TANZANIA: “ NUMBERS rule the universe,” declared Pythagoras, the renowned philosopher and mathematician of ancient Greece, who lived from around 570 to 495 BCE.
This statement underscores his profound belief in the power of quantitative analysis. Keeping this wisdom in mind, as we approach the 39th Annual General Meeting of Swissport Tanzania at the Hyatt Regency Dar es Salaam on June 14, 2024, we are set to thoroughly review Agenda Item 5: the 2023 audited financial statements of the company, which has a share structure of 51 per-cent owned by Swissport International Ltd. and 49 per-cent held by public investors traded on the Dar es Salaam Stock Exchange.
Swissport has recently demonstrated commendable performance within the aviation industry, with revenue soaring to 38.29bn/- in 2022, marking a notable 24.84 per cent increase from the previous year’s 30.68bn/-, according to published financials.
This upward trend continued into 2023, with revenue reaching 40.93bn/-, reflecting a growth of 6.91 per cent.

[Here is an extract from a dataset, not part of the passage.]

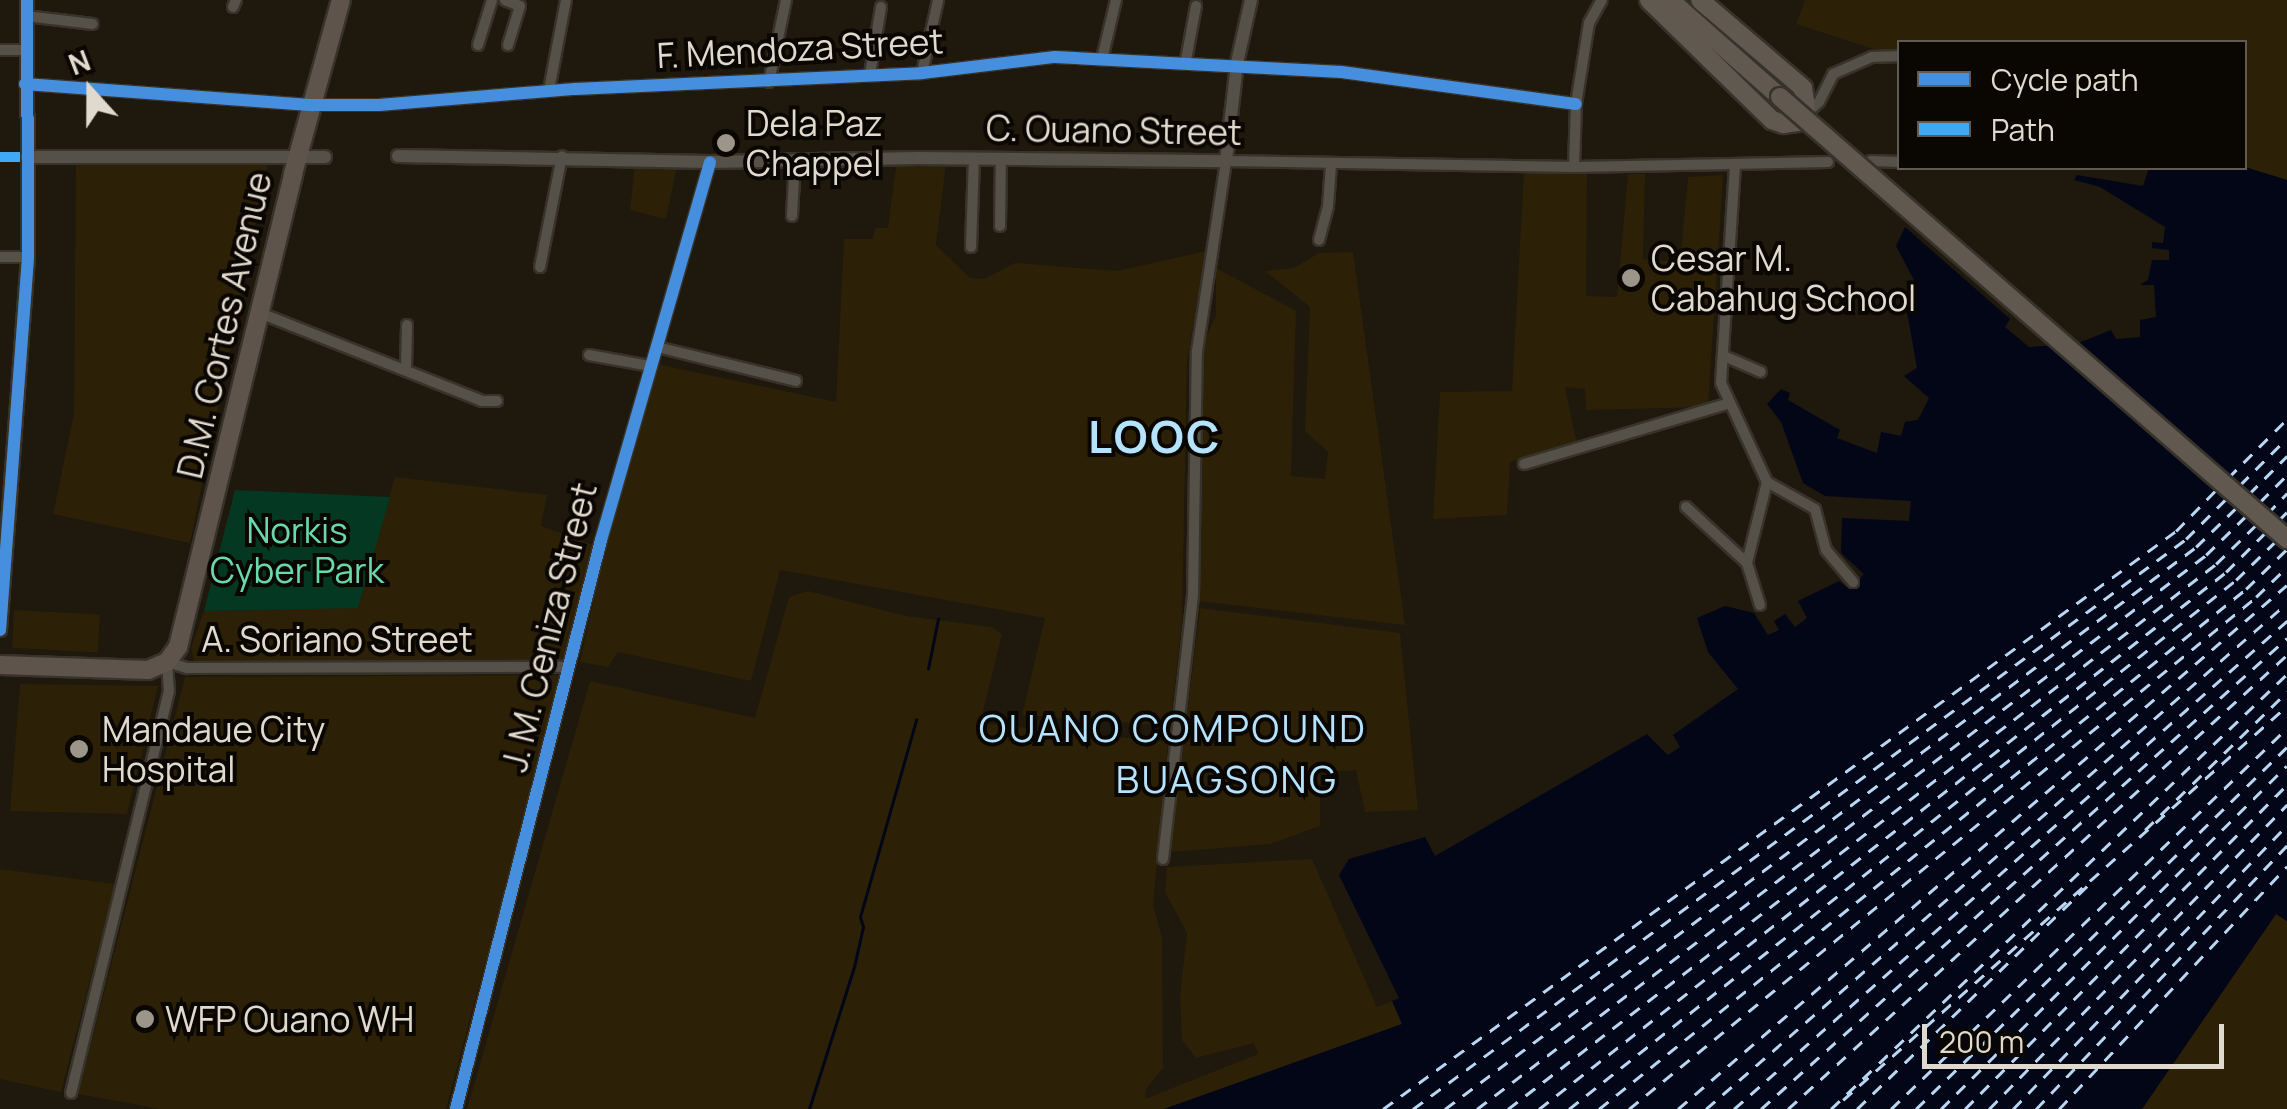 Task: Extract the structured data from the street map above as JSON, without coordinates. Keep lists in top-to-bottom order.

Such figures are undoubtedly impressive and underscore Swissport’s alignment with the government’s push to elevate the aviation sector as a pivotal economic driver.
Investments in modern ground support and cargo infrastructure have not only boosted the company’s operational efficiency but have also ensured that it remains competitive in both regional and global markets.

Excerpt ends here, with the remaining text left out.